══ Task input

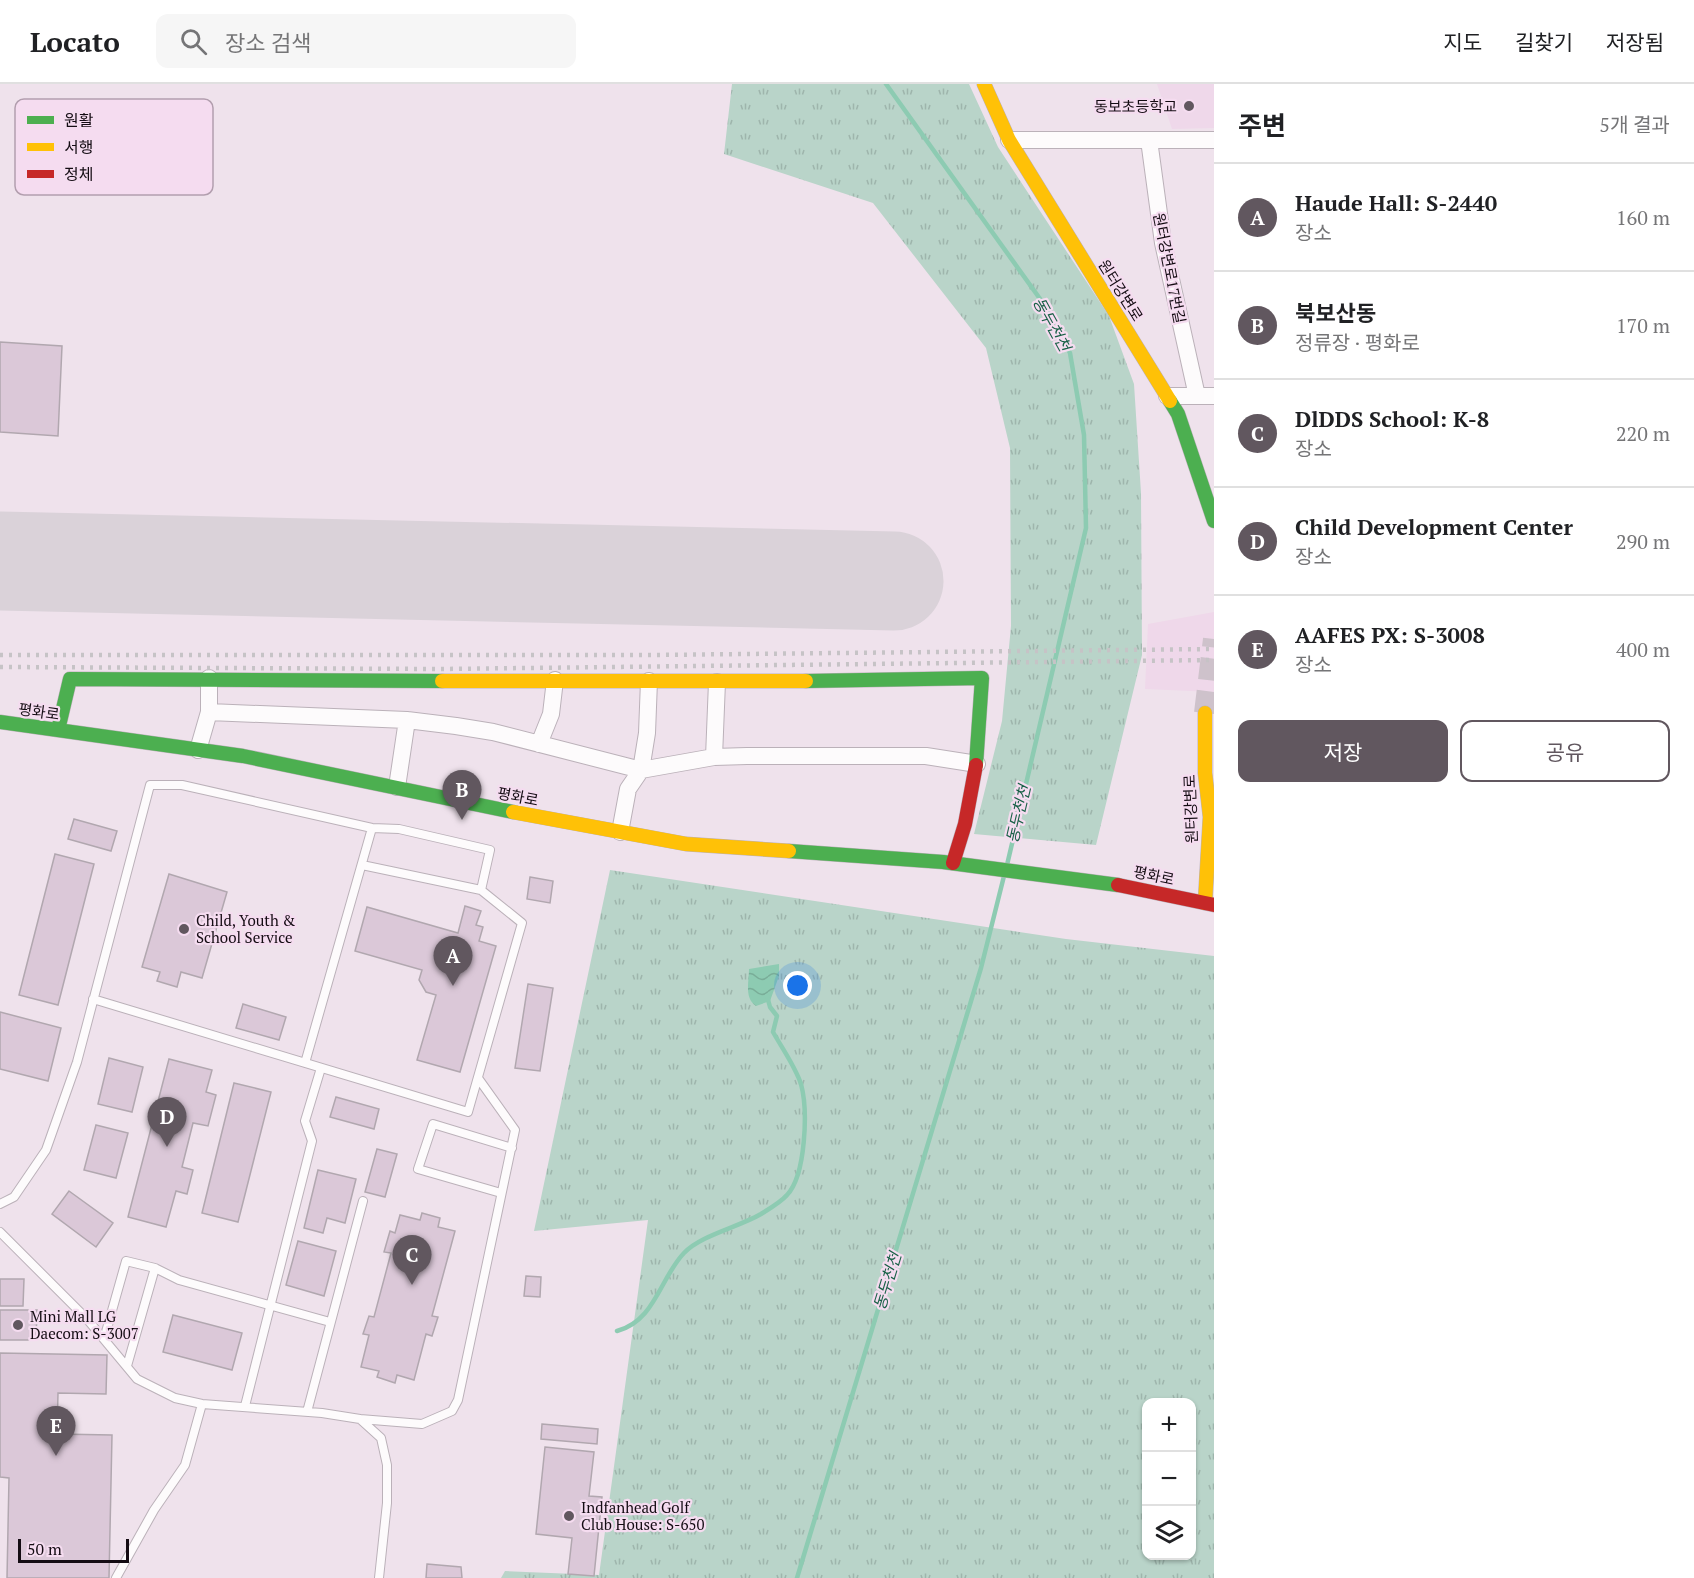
<!DOCTYPE html>
<html lang="ko">
<head>
<meta charset="utf-8">
<style>
	:root { --surface:#fff; --page:#f6f6f6; --text:#202124; --muted:#757577; --line:#e0e0e0; --accent:#61575f }
	body { margin:0; font-family:"PT Serif","Noto Sans KR",serif; background:var(--page); color:var(--text) }
	.controls { position:absolute; right:18px; bottom:18px; display:grid; overflow:hidden; border-radius:12px; box-shadow:0 2px 4px #0004 }
	.controls button { width:54px; height:54px; display:grid; place-items:center; padding:0; border:0; border-bottom:2px solid var(--line); background:var(--surface); color:var(--text); font:30px sans-serif }
	.scale { position:absolute; left:18px; bottom:15px; width:111px; box-sizing:border-box; padding-left:6px; border:3px solid #140c13; border-top:0; font-size:16px; line-height:21px; white-space:nowrap; color:#140c13; -webkit-text-stroke:4px #f5dcf0; paint-order:stroke }
	.you { position:absolute; left:798px; top:902px; width:21px; height:21px; margin:-15px; border:4px solid #fff; border-radius:50%; background:#1a73e8; box-shadow:0 0 0 9px #1a73e833 }
	.badge { display:grid; place-items:center; width:39px; height:39px; border-radius:50%; background:var(--accent); color:#fff; font-size:20px; font-weight:700 }
	.pin { position:absolute; translate:-50% -50px; filter:drop-shadow(0 2px 3px #0008) }
	.pin::after { content:''; position:absolute; top:32px; width:21px; height:18px; background:inherit; clip-path:polygon(0 0,100% 0,50% 100%) }
	.list { margin:0; padding:0; list-style:none }
	h2 { display:flex; justify-content:space-between; align-items:center; height:78px; margin:0; padding:0 24px; font-size:26px }
	h2 small { font-size:20px; font-weight:400; color:var(--muted) }
	.list li { display:grid; grid-template-columns:39px 1fr auto; gap:18px; align-items:center; box-sizing:border-box; height:108px; padding:0 24px; border-top:2px solid var(--line) }
	.list b { display:block; font-size:22px; white-space:nowrap }
	.list p { margin:0; font-size:20px; white-space:nowrap; color:var(--muted) }
	.list em { font-size:20px; font-style:normal; color:var(--muted) }
	.actions { display:flex; gap:12px; padding:18px 24px }
	.actions a { flex:1; padding:14px 0; border:2px solid var(--accent); border-radius:12px; text-align:center; font-size:21px; color:var(--accent) }
	.actions .main { background:var(--accent); color:#fff }
	.icon { flex:none; width:33px; height:33px; fill:none; stroke:currentColor; stroke-width:2; stroke-linecap:round; stroke-linejoin:round }
	.map { position:relative; flex:none; width:1214px; height:1494px; overflow:hidden }
	header { display:flex; align-items:center; gap:36px; box-sizing:border-box; height:84px; padding:0 30px; background:var(--surface); border-bottom:2px solid var(--line) }
	header strong { font-size:28px }
	nav { display:flex; gap:33px; margin-inline-start:auto; font-size:21px }
	.search { width:420px; height:54px; background:var(--page); display:flex; align-items:center; gap:15px; box-sizing:border-box; padding:0 21px; border-radius:12px; color:var(--muted); font-size:22px }
	main { display:flex }
	aside { flex:1; background:var(--surface) }
	.map>svg:first-child { display:block }
	.built { fill:#efd8ea }
	.grass { fill:url(#grass-tufts); fill-rule:evenodd }
	.water { fill:url(#water-waves) }
	.lines { fill:none; stroke-linecap:round; stroke-linejoin:round }
	.stream { stroke:#8dcbb2; stroke-width:4.5 }
	.runway { stroke:#dad2d9; stroke-width:99 }
	.building { fill:#dbc8d8; stroke:#b1a7af; stroke-width:1.5 }
	.secondary-tunnel { stroke:#cec2cb; stroke-width:22; stroke-dasharray:22 11; stroke-linecap:butt }
	.lane-casing { stroke:#bbb1b9; stroke-width:10 }
	.street-casing { stroke:#bbb1b9; stroke-width:18 }
	.fast-casing { stroke:#bbb1b9; stroke-width:15 }
	.slow-casing { stroke:#bbb1b9; stroke-width:15 }
	.jam-casing { stroke:#bbb1b9; stroke-width:15 }
	.lane { stroke:#fdfbfc; stroke-width:8 }
	.street { stroke:#fdfbfc; stroke-width:16 }
	.fast { stroke:#4caf50; stroke-width:14 }
	.slow { stroke:#ffc107; stroke-width:14 }
	.jam { stroke:#c62828; stroke-width:14 }
	.rail { stroke:#c6c3c6; stroke-width:4.5; stroke-dasharray:3 6; stroke-linecap:butt }
	.poi-dot { fill:#61575f; stroke:#f5dcf0; stroke-width:2 }
	.labels { text-anchor:middle; dominant-baseline:central; stroke-width:4.5; stroke-linejoin:round; paint-order:stroke }
	.poi-label { font-size:15px; fill:#140c13; stroke:#f5dcf0; text-anchor:start }
	.street-label { font-size:15px; fill:#140c13; stroke:#f5dcf0 }
	.water-label { font-size:16px; font-style:italic; fill:#196147; stroke:#f5dcf0 }
	.key { fill:#f5dcf0; stroke:#b29eae; stroke-width:1.5 }
	.key-label { font-size:16px; fill:#140c13 }
</style>
</head>
<body>
<header>
<strong>Locato</strong>
<div class="search"><svg class="icon" aria-label="search" viewBox="0 0 24 24"><circle cx="10" cy="10" r="6"/><path d="M15 15l6 6"/></svg>장소 검색</div>
<nav><a>지도</a><a>길찾기</a><a>저장됨</a></nav>
</header>
<main>
<div class="map">
<svg width="1214" height="1494" viewBox="0 0 1214 1494">
	<defs>
		<pattern id="grass-tufts" width="24" height="20" patternUnits="userSpaceOnUse" patternTransform="scale(1.5)"><rect width="24" height="20" fill="#b9d4c9"/><path d="M3 7l-1-3M5 7V3M7 7l1-3M15 17l-1-3M17 17v-4M19 17l1-3" fill="none" stroke="#9eb5ac"/></pattern>
		<pattern id="water-waves" width="16" height="10" patternUnits="userSpaceOnUse" patternTransform="scale(1.5)"><rect width="16" height="10" fill="#8dcbb2"/><path d="M0 5q4-4 8 0t8 0" fill="none" stroke="#79ad98"/></pattern>
	</defs>
	<rect width="100%" height="100%" fill="#efe2ec"/>
	<path class="built" d="M1157 0H1214V44L1172 45Z
		M1214 528V608L1145 605 1148 540Z"/>
	<path class="grass" d="M732 0H969L998 63 1109 232 1134 300 1141 409 1142 571 1096 761 974 750 1002 637 1011 542 1010 364 986 264 873 119 724 70Z
		M610 786 1066 855 1214 872V1494H501L505 1487 599 1491 648 1136 534 1147ZM1146 1318H1192V1472H1146Z"/>
	<path class="water" d="M779 880V892L770 917 756 922C744 914 749 898 749 885Z"/>
	<g class="lines">
		<path class="stream" d="M886 0 1043 219 1070 269 1084 351 1086 444 1007 781
			M617 1247C655 1237 660 1194 684 1169 701 1151 739 1143 761 1130 769 1125 781 1118 787 1111 806 1091 808 1026 801 1000 795 982 782 964 773 948L777 932 770 923 767 912
			M797 1494 981 884 1004 792"/>
		<path class="runway" d="M0 477 894 497"/>
	</g>
	<path class="building" d="M0 258 62 262 58 352 0 348Z
		M74 735 117 747 111 767 68 755Z
		M55 770 94 780 58 921 19 911Z
		M169 790 227 808 202 894 181 888 177 903 157 897 160 888 142 883Z
		M530 793 553 797 550 819 527 815Z
		M465 822 481 827 476 841 483 843 479 857 496 862 460 988 417 976 436 911 426 908 419 896 422 886 355 867 367 823 458 849Z
		M528 900 553 904 540 987 515 984Z
		M243 920 286 933 279 956 236 944Z
		M0 928 61 944 48 997 0 985Z
		M109 974 143 983 132 1028 98 1020Z
		M169 975 212 986 206 1008 216 1011 208 1042 193 1039 182 1083 193 1086 187 1110 176 1107 166 1143 128 1133Z
		M234 999 271 1008 238 1138 202 1129Z
		M336 1013 379 1025 374 1045 330 1033Z
		M96 1041 128 1049 116 1094 84 1086Z
		M377 1065 397 1070 385 1113 365 1108Z
		M318 1086 356 1095 345 1139 327 1134 323 1149 304 1144Z
		M69 1107 113 1139 96 1163 52 1130Z
		M422 1129 440 1134 438 1143 455 1147 432 1232 438 1233 432 1252 426 1250 414 1296 397 1291 395 1299 377 1293 379 1287 361 1283 369 1251 363 1250 369 1232 374 1233 391 1169 384 1168 390 1147 395 1149 400 1131 420 1136Z
		M298 1157 336 1167 324 1212 286 1201Z
		M526 1192 541 1193 540 1213 524 1212Z
		M0 1195H24L23 1222H0Z
		M0 1226H37L36 1256H0Z
		M173 1231 242 1249 232 1286 163 1268Z
		M0 1269 107 1271 106 1310 58 1309 57 1350 112 1351 109 1494H7L9 1394 0 1393Z
		M542 1340 598 1345 597 1360 541 1355Z
		M545 1363 594 1368 589 1412 602 1413 594 1492 568 1490 572 1454 536 1450Z
		M427 1480 461 1483 462 1494H426Z"/>
	<g class="lines">
		<path class="secondary-tunnel" d="M1205 629 1214 555"/>
		<g class="lane-casing">
			<path id="lane" d="M93 915 468 1028 522 839 481 806
				M305 979 372 744
				M501 1109 418 1085 433 1040 512 1064
				M0 1120 14 1113 46 1066 77 978 150 701H182L372 744 399 745 490 766 481 806 362 781
				M0 1148 87 1235 137 1295 175 1314 202 1320 322 1329 360 1335 381 1354 387 1381V1419L379 1494
				M155 1184 179 1196 330 1238
				M104 1255 126 1177 155 1184 127 1282
				M245 1322 312 1057 305 1037 321 984
				M307 1328 363 1117
				M360 1335 422 1340 452 1327 458 1316 515 1046 478 994
				M116 1494 154 1426 185 1381 202 1320"/>
		</g>
		<g class="street-casing">
			<path id="street" d="M1009 56H1214
				M1149 56 1163 159 1197 312
				M1167 312H1214
				M209 628 407 636 456 642 493 648 641 686 714 673 747 672H926L977 680
				M539 660 551 630 555 596
				M198 666 209 628V594
				M714 673 717 598
				M397 703 407 636
				M620 748 628 705 641 686 647 649 649 597"/>
		</g>
		<g class="fast-casing">
			<path id="fast" d="M1170 317 1178 330 1214 437
				M806 597 982 594 976 681
				M0 638 243 672 513 728
				M58 646 70 595 442 597
				M789 767 943 778 1118 801"/>
		</g>
		<g class="slow-casing">
			<path id="slow" d="M984 0 1009 56 1170 317
				M442 597H806
				M1205 629V689L1210 733 1205 819
				M513 728 686 760 789 767"/>
		</g>
		<g class="jam-casing">
			<path id="jam" d="M953 779 965 740 976 681
				M1118 801 1214 821"/>
		</g>
		<use href="#lane" class="lane"/>
		<use href="#street" class="street"/>
		<use href="#fast" class="fast"/>
		<use href="#slow" class="slow"/>
		<use href="#jam" class="jam"/>
		<path class="rail" d="M0 571H652L1214 565
			M0 583 440 585 1214 576"/>
	</g>
	<g class="poi-dot">
		<circle cx="1189" cy="22" r="6"/>
		<circle cx="184" cy="845" r="6"/>
		<circle cx="18" cy="1241" r="6"/>
		<circle cx="569" cy="1432" r="6"/>
	</g>
	<g class="labels">
		<g class="poi-label">
			<text x="1177" y="22" text-anchor="end">동보초등학교</text>
			<text x="196" y="836">Child, Youth &amp;<tspan x="196" dy="17">School Service</tspan></text>
			<text x="30" y="1232">Mini Mall LG<tspan x="30" dy="17">Daecom: S-3007</tspan></text>
			<text x="581" y="1423">Indfanhead Golf<tspan x="581" dy="17">Club House: S-650</tspan></text>
		</g>
		<g class="street-label">
			<text transform="translate(1170 184) rotate(79)">원터강변로17번길</text>
			<text transform="translate(1121 206) rotate(58)">원터강변로</text>
			<text transform="translate(39 627) rotate(8)">평화로</text>
			<text transform="translate(518 712) rotate(11)">평화로</text>
			<text transform="translate(1190 725) rotate(-92)">원터강변로</text>
			<text transform="translate(1154 791) rotate(12)">평화로</text>
		</g>
		<g class="water-label">
			<text transform="translate(1052 240) rotate(61)">동두천천</text>
			<text transform="translate(1018 730) rotate(-77)">동두천천</text>
			<text transform="translate(887 1197) rotate(-73)">동두천천</text>
		</g>
	</g>
	<rect x="15" y="15" width="198" height="96" rx="9" class="key"/>
	<rect x="27" y="32" width="27" height="8" fill="#4caf50"/>
	<rect x="27" y="59" width="27" height="8" fill="#ffc107"/>
	<rect x="27" y="86" width="27" height="8" fill="#c62828"/>
	<g class="key-label">
		<text x="64" y="42">원활</text>
		<text x="64" y="69">서행</text>
		<text x="64" y="96">정체</text>
	</g>
</svg>
<div class="controls">
<button>+</button>
<button>−</button>
<button><svg class="icon" aria-label="layers" viewBox="0 0 24 24"><path d="M12 4l9 5-9 5-9-5zM3 14l9 5 9-5"/></svg></button>
</div>
<div class="scale">50 m</div>
<div class="you"></div>
<div class="pin badge" style="left:453px;top:902px">A</div>
<div class="pin badge" style="left:462px;top:736px">B</div>
<div class="pin badge" style="left:412px;top:1201px">C</div>
<div class="pin badge" style="left:167px;top:1063px">D</div>
<div class="pin badge" style="left:56px;top:1372px">E</div>
</div>
<aside>
<h2>주변<small>5개 결과</small></h2>
<ul class="list">
<li><span class="badge">A</span><div><b>Haude Hall: S-2440</b><p>장소</p></div><em>160 m</em></li>
<li><span class="badge">B</span><div><b>북보산동</b><p>정류장 · 평화로</p></div><em>170 m</em></li>
<li><span class="badge">C</span><div><b>DlDDS School: K-8</b><p>장소</p></div><em>220 m</em></li>
<li><span class="badge">D</span><div><b>Child Development Center</b><p>장소</p></div><em>290 m</em></li>
<li><span class="badge">E</span><div><b>AAFES PX: S-3008</b><p>장소</p></div><em>400 m</em></li>
</ul>
<div class="actions"><a class="main">저장</a><a>공유</a></div>
</aside>
</main>
</body>
</html>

════

Directions: All lines from the start of the entries above through the line containing "position:absolute; right:18px; bottom:18px;" are to be given again exactly; the pictures are not.

Solved exercise:
<!DOCTYPE html>
<html lang="ko">
<head>
<meta charset="utf-8">
<style>
	:root { --surface:#fff; --page:#f6f6f6; --text:#202124; --muted:#757577; --line:#e0e0e0; --accent:#61575f }
	body { margin:0; font-family:"PT Serif","Noto Sans KR",serif; background:var(--page); color:var(--text) }
	.controls { position:absolute; right:18px; bottom:18px; display:grid; overflow:hidden; border-radius:12px; box-shadow:0 2px 4px #0004 }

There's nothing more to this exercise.